Stored data:

···

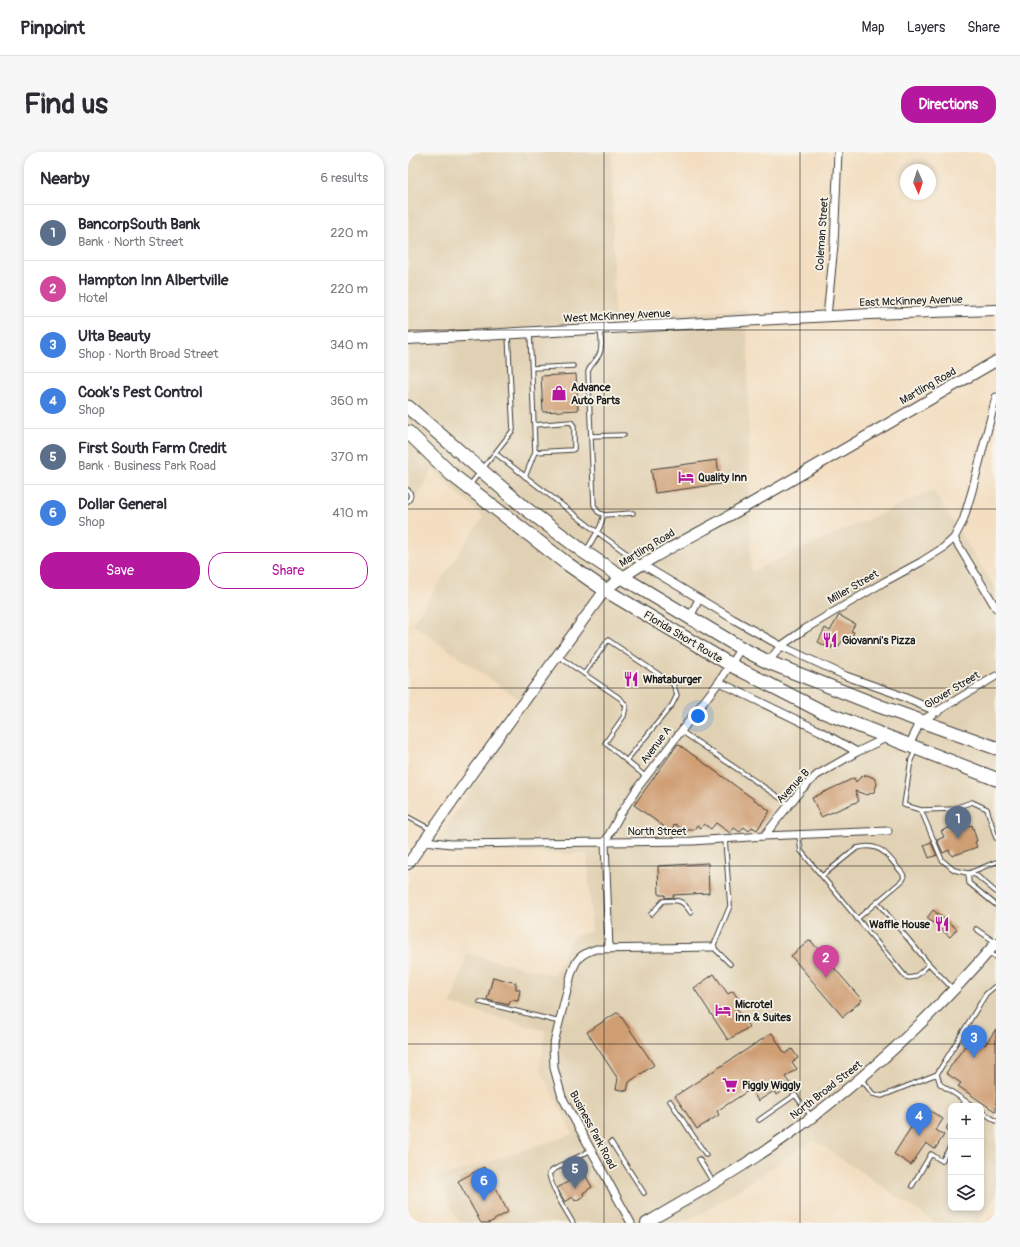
<!DOCTYPE html>
<meta charset="utf-8">
<style>
:root{--surface:#fff;--page:#f7f7f7;--text:#2b2b33;--muted:#7c7c81;--line:#e1e1e2;--accent:#b5179e}
body{margin:0;font-family:Pangolin,sans-serif;background:var(--page);color:var(--text)}
.controls{position:absolute;right:12px;bottom:12px;display:grid;overflow:hidden;border-radius:8px;box-shadow:0 2px 6px #0003}
.controls button{width:36px;height:36px;display:grid;place-items:center;padding:0;border:0;border-bottom:1px solid var(--line);background:var(--surface);color:var(--text);font:20px sans-serif}
.compass{position:absolute;left:492px;top:12px;width:36px;height:36px;border-radius:50%;background:var(--surface);box-shadow:0 2px 6px #0003;rotate:177deg}
.you{position:absolute;left:290px;top:564px;width:14px;height:14px;margin:-10px;border:3px solid #fff;border-radius:50%;background:#1a73e8;box-shadow:0 0 0 6px #1a73e833}
.badge{display:grid;place-items:center;width:26px;height:26px;border-radius:50%;background:var(--accent);color:#fff;font-size:13px;font-weight:700}
.pin{position:absolute;translate:-50% -33px;filter:drop-shadow(0 1px 2px #0008)}
.pin::after{content:'';position:absolute;top:21px;width:14px;height:12px;background:inherit;clip-path:polygon(0 0,100% 0,50% 100%)}
.list{margin:0;padding:0;list-style:none}
h2{display:flex;justify-content:space-between;align-items:center;height:52px;margin:0;padding:0 16px;font-size:17px}
h2 small{font-size:13px;font-weight:400;color:var(--muted)}
.list li{display:grid;grid-template-columns:26px 1fr auto;gap:12px;align-items:center;box-sizing:border-box;height:56px;padding:0 16px;border-top:1px solid var(--line)}
.list b{display:block;font-size:15px;white-space:nowrap}
.list p{margin:0;font-size:13px;white-space:nowrap;color:var(--muted)}
.list em{font-size:13px;font-style:normal;color:var(--muted)}
.actions{display:flex;gap:8px;padding:12px 16px}
.actions a{flex:1;padding:9px 0;border:1px solid var(--accent);border-radius:16px;text-align:center;font-size:14px;color:var(--accent)}
.actions .main{background:var(--accent);color:#fff}
.icon{flex:none;width:22px;height:22px;fill:none;stroke:currentColor;stroke-width:2;stroke-linecap:round;stroke-linejoin:round}
.map{position:relative;flex:none;width:588px;height:1071px;overflow:hidden;border-radius:16px}
header{display:flex;align-items:center;gap:24px;box-sizing:border-box;height:56px;padding:0 20px;background:var(--surface);border-bottom:1px solid var(--line)}
header strong{font-size:19px}
nav{display:flex;gap:22px;margin-inline-start:auto;font-size:14px}
.intro{display:flex;align-items:center;justify-content:space-between;box-sizing:border-box;height:96px;padding:0 24px}
h1{margin:0;font-size:28px}
.button{padding:10px 18px;border-radius:16px;background:var(--accent);color:#fff;font-size:14px;font-weight:700}
main{display:flex;gap:24px;padding:0 24px}
aside{flex:1;background:var(--surface);border-radius:16px;box-shadow:0 2px 6px #0003}
.map>svg:first-child{display:block}
</style>
<header>
<strong>Pinpoint</strong>
<nav><a>Map</a><a>Layers</a><a>Share</a></nav>
</header>
<div class="intro"><h1>Find us</h1><a class="button">Directions</a></div>
<main>
<aside>
<h2>Nearby<small>6 results</small></h2>
<ul class="list">
<li><span class="badge" style="background:#5c6f8a">1</span><div><b>BancorpSouth Bank</b><p>Bank · North Street</p></div><em>220 m</em></li>
<li><span class="badge" style="background:#d1479c">2</span><div><b>Hampton Inn Albertville</b><p>Hotel</p></div><em>220 m</em></li>
<li><span class="badge" style="background:#3f7fe0">3</span><div><b>Ulta Beauty</b><p>Shop · North Broad Street</p></div><em>340 m</em></li>
<li><span class="badge" style="background:#3f7fe0">4</span><div><b>Cook's Pest Control</b><p>Shop</p></div><em>360 m</em></li>
<li><span class="badge" style="background:#5c6f8a">5</span><div><b>First South Farm Credit</b><p>Bank · Business Park Road</p></div><em>370 m</em></li>
<li><span class="badge" style="background:#3f7fe0">6</span><div><b>Dollar General</b><p>Shop</p></div><em>410 m</em></li>
</ul>
<div class="actions"><a class="main">Save</a><a>Share</a></div>
</aside>
<div class="map">
<svg width="588" height="1071" viewBox="0 0 588 1071">
<rect width="100%" height="100%" fill="#f7f3e8"/>
<filter id="ink" filterUnits="userSpaceOnUse"><feTurbulence type="fractalNoise" baseFrequency=".025" numOctaves="2"/><feDisplacementMap in="SourceGraphic" scale="8" xChannelSelector="R" yChannelSelector="G"/><feConvolveMatrix kernelMatrix="1 2 1 2 8 2 1 2 1" color-interpolation-filters="sRGB"/></filter>
<filter id="wash" filterUnits="userSpaceOnUse"><feTurbulence type="fractalNoise" baseFrequency=".012" numOctaves="4" result="noise"/><feDisplacementMap in="SourceGraphic" scale="16" xChannelSelector="R" yChannelSelector="G"/><feGaussianBlur stdDeviation="0.9" result="paint"/><feColorMatrix in="noise" values="0 0 0 0 0 0 0 0 0 0 0 0 0 0 0 0 0 1.4 0 .05"/><feComposite in="paint" operator="in"/></filter>
<g filter="url(#wash)">
<rect width="100%" height="100%" fill="#f3dec1"/>
<path fill="#e1d1b4" fill-rule="evenodd" d="M0,0H204L206,163L339,158L343,420L525,338L588,437V1045L568,1071H528L406,988L294,1061L271,1071H52L28,1027L165,982L132,917L137,879L43,852L59,802L147,823L165,784L184,779L179,702L22,699L119,553L4,472L75,365L25,317L0,358ZM543,954H573V1056H543Z"/>
<g id="blocks">
<path fill="#cf9e73" d="M168,222L170,258L135,260L133,224Z
M309,308L312,332L247,341L243,317Z
M431,463L447,472L443,479L446,480L443,487L437,484L429,497L424,494L423,497L410,490L417,476L422,479Z
M270,592L362,659L349,678L344,675L341,679L336,675L332,680L326,676L322,681L308,671L303,677L296,672L293,676L289,673L286,678H275L267,672L262,679L226,653Z
M459,623L466,626L469,632L466,640L459,643L447,639L451,649L413,665L404,646L446,626L448,630L454,624Z
M559,669L561,674L564,673L569,689L567,690L569,695L544,704L541,698L535,701L529,688L536,685L533,679Z
M523,690L529,703L521,706L516,693Z
M300,711L301,741L265,743L266,745L257,746V743H251L250,714Z
M525,758L549,777L542,785L519,766Z
M402,788L454,848L435,865L383,804Z
M306,822L320,842L325,839L331,848L326,852L341,875L320,888L286,836Z
M85,825L108,831V837L112,838L110,849L104,848V849H102L101,853L79,848Z
M210,860L246,913L221,930L219,939L208,937L210,927L179,880Z
M588,877V960L550,934L553,931L538,921L564,884L577,893Z
M364,881L377,902L384,897L390,906L384,910L389,917L377,925L383,933L368,943L366,939L350,949L343,937L309,959L311,963L289,977L267,944Z
M516,955L535,967L528,978L536,983L527,997L518,991L503,1013L486,1002Z
M76,1015L100,1060L81,1071H73L50,1029Z
M176,1021L184,1035L175,1041L176,1044L167,1049L165,1045L157,1050L149,1036Z"/>
</g>
</g>
<g filter="url(#ink)">
<use href="#blocks" fill-opacity="0" stroke="#3c3935" stroke-width="1"/>
<g fill="none" stroke-linecap="round" stroke-linejoin="round">
<defs>
<path id="lane" d="M192,177C193,186 195,196 191,203C188,209 182,213 180,220L186,353L190,360L196,363L225,361
M122,181L126,273
M124,216L165,214
M183,284L216,283
M87,301L105,278L100,182
M117,325L127,300L164,298L166,297V274L163,270L126,273L127,300
M61,334L87,301L189,380L232,411
M0,338C4,342 3,346 0,349
M178,399L192,375L196,363
M150,504L213,547L218,554L216,564L197,591L238,625
M176,522L200,488L265,532L269,543L264,553L218,609
M273,579L381,652
M507,599L503,608L496,653L513,658L544,657L564,650L579,657L588,686
M513,658L534,708L546,718L568,723L588,740
M0,665L24,678
M391,684L393,699L498,825C506,829 515,818 521,812
M317,687L322,754L305,795L322,812
M560,721L561,731L588,753
M561,721L588,710
M414,724L449,696C474,689 481,706 495,722L496,726L494,729L449,767
M469,750L521,812L545,837
M243,762L255,749C271,748 274,747 283,761
M568,777L587,790
M581,801L588,805
M72,850L152,870
M529,922L532,932L565,954
M453,927L465,942L474,944L529,922L578,842L586,835H588
M262,949L298,1003
M554,954L557,949
M573,959L588,969
M351,968L387,943L403,964
M543,973L541,976L543,978
M203,990L236,1041
M291,1007L305,1030
M504,1034L523,1002L534,1009L543,993
M165,1071C156,1055 145,1040 141,1022L145,1018L183,998"/>
<path id="street" d="M419,165L426,93L430,0
M546,386L588,456
M235,413L325,467L373,494L438,524L486,541L530,560
M282,465L291,447
M360,510L373,494L397,477L476,430L513,410L535,396L546,386L555,369L564,339L588,245
M311,530L412,579L449,600
M501,593L513,569L588,524
M356,684L393,638L409,623L449,600L480,585
M17,689L43,692L285,689L356,684L480,679
M201,797L197,690L213,661L230,635L311,530L333,496
M223,1071L154,945L146,916L145,895L163,823C168,807 172,802 188,797L305,795"/>
<path id="secondary" d="M0,187L462,162L588,158
M0,712L62,624L197,438C240,405 290,382 337,355C421,307 504,257 588,209
M238,1071C285,1044 332,1017 377,985C456,929 525,864 588,791"/>
<path id="highway" d="M0,255L117,356L176,400L214,425L333,496L360,510L471,554L588,596
M0,280L43,322L158,411L197,438L323,513L413,559L588,627"/>
</defs>
<use href="#lane" stroke="#3c3935" stroke-width="5.5"/>
<use href="#street" stroke="#3c3935" stroke-width="9"/>
<use href="#secondary" stroke="#3c3935" stroke-width="12"/>
<use href="#highway" stroke="#3c3935" stroke-width="15"/>
<use href="#lane" stroke="#fff" stroke-width="3.5"/>
<use href="#street" stroke="#fff" stroke-width="7"/>
<use href="#secondary" stroke="#fff" stroke-width="10"/>
<use href="#highway" stroke="#fff" stroke-width="13"/>
</g>
</g>
<path fill="none" stroke="#1c1c1c" stroke-width="1" stroke-opacity="0.55" d="M196,0V1071M392,0V1071M0,178H588M0,357H588M0,536H588M0,714H588M0,892H588"/>
<defs>
<symbol id="shop-bare" viewBox="-9 -9 18 18"><path d="M-5-2.5h2.3a2.7 3.5 0 0 1 5.4 0H5L5.5 6h-11ZM-1.5-2.5h3a1.5 2.3 0 0 0-3 0Z" fill="#b5179e" stroke="#f7f3e8" stroke-width="2.5" paint-order="stroke"/></symbol>
<symbol id="hotel-bare" viewBox="-9 -9 18 18"><path d="M-6-4.5h1.5V1H6V5H4.5V3h-9V5H-6ZM-4 0a1.8 1.8 0 1 1 3.6 0ZM.5 0V-2.5h3Q6-2.5 6 0Z" fill="#b5179e" stroke="#f7f3e8" stroke-width="2.5" paint-order="stroke"/></symbol>
<symbol id="restaurant-bare" viewBox="-9 -9 18 18"><path d="M-5-6h1v4h1v-4h1v4h1v-4h1v5L-1.5 .5V6h-2V.5L-5-1ZM5-6V6H3V1.5H1.5Q1.5-4 5-6Z" fill="#b5179e" stroke="#f7f3e8" stroke-width="2.5" paint-order="stroke"/></symbol>
<symbol id="supermarket-bare" viewBox="-9 -9 18 18"><path d="M-6-5.5h2.5l.6 2H6L4.5 2H-2.5L-4.4-4H-6ZM-1.5 3.2a1.3 1.3 0 1 0 .1 0ZM3 3.2a1.3 1.3 0 1 0 .1 0Z" fill="#b5179e" stroke="#f7f3e8" stroke-width="2.5" paint-order="stroke"/></symbol>
</defs>
<g fill-rule="evenodd">
<use href="#shop-bare" x="140" y="230" width="22" height="22"/>
<use href="#hotel-bare" x="267" y="314" width="22" height="22"/>
<use href="#restaurant-bare" x="411" y="477" width="22" height="22"/>
<use href="#restaurant-bare" x="212" y="516" width="22" height="22"/>
<use href="#restaurant-bare" x="523" y="761" width="22" height="22"/>
<use href="#hotel-bare" x="304" y="847" width="22" height="22"/>
<use href="#supermarket-bare" x="311" y="922" width="22" height="22"/>
</g>
<g text-anchor="middle" dominant-baseline="central" stroke-width="3.5" stroke-linejoin="round" paint-order="stroke">
<g font-size="11" fill="#1c1c1c" stroke="#f7f3e8">
<text transform="translate(414 82) rotate(-86)">Coleman Street</text>
<text transform="translate(503 149) rotate(-2)">East McKinney Avenue</text>
<text transform="translate(209 164) rotate(-3)">West McKinney Avenue</text>
<text transform="translate(520 234) rotate(-30)">Martling Road</text>
<text transform="translate(239 396) rotate(-31)">Martling Road</text>
<text transform="translate(445 435) rotate(-30)">Miller Street</text>
<text transform="translate(275 485) rotate(31)">Florida Short Route</text>
<text transform="translate(544 538) rotate(-31)">Glover Street</text>
<text transform="translate(248 593) rotate(-53)">Avenue A</text>
<text transform="translate(385 634) rotate(-47)">Avenue B</text>
<text x="249" y="679">North Street</text>
<text transform="translate(418 938) rotate(-38)">North Broad Street</text>
<text transform="translate(185 978) rotate(62)">Business Park Road</text>
</g>
<g font-size="11" font-weight="bold" fill="#1c1c1c" stroke="#f7f3e8" text-anchor="start">
<text x="163" y="235">Advance<tspan x="163" dy="13">Auto Parts</tspan></text>
<text x="290" y="325">Quality Inn</text>
<text x="434" y="488">Giovanni's Pizza</text>
<text x="235" y="527">Whataburger</text>
<text x="522" y="772" text-anchor="end">Waffle House</text>
<text x="327" y="852">Microtel<tspan x="327" dy="13">Inn &amp; Suites</tspan></text>
<text x="334" y="933">Piggly Wiggly</text>
</g>
</g>
</svg>
<div class="controls">
<button>+</button>
<button>−</button>
<button><svg class="icon" aria-label="layers" viewBox="0 0 24 24"><path d="M12 4l9 5-9 5-9-5zM3 14l9 5 9-5"/></svg></button>
</div>
<svg class="compass" viewBox="-18 -18 36 36"><path d="M0-13l5 13h-10z" fill="#e53935"/><path d="M0 13l5-13h-10z" fill="#7c7c81"/></svg>
<div class="you"></div>
<div class="pin badge" style="left:550px;top:687px;background:#5c6f8a">1</div>
<div class="pin badge" style="left:418px;top:826px;background:#d1479c">2</div>
<div class="pin badge" style="left:566px;top:906px;background:#3f7fe0">3</div>
<div class="pin badge" style="left:511px;top:984px;background:#3f7fe0">4</div>
<div class="pin badge" style="left:167px;top:1037px;background:#5c6f8a">5</div>
<div class="pin badge" style="left:76px;top:1049px;background:#3f7fe0">6</div>
</div>
</main>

···

**PROBLEM STATEMENT**
Nothing is wanted except the number of lines in the entries above that include the word "muted".

**RESULT**
4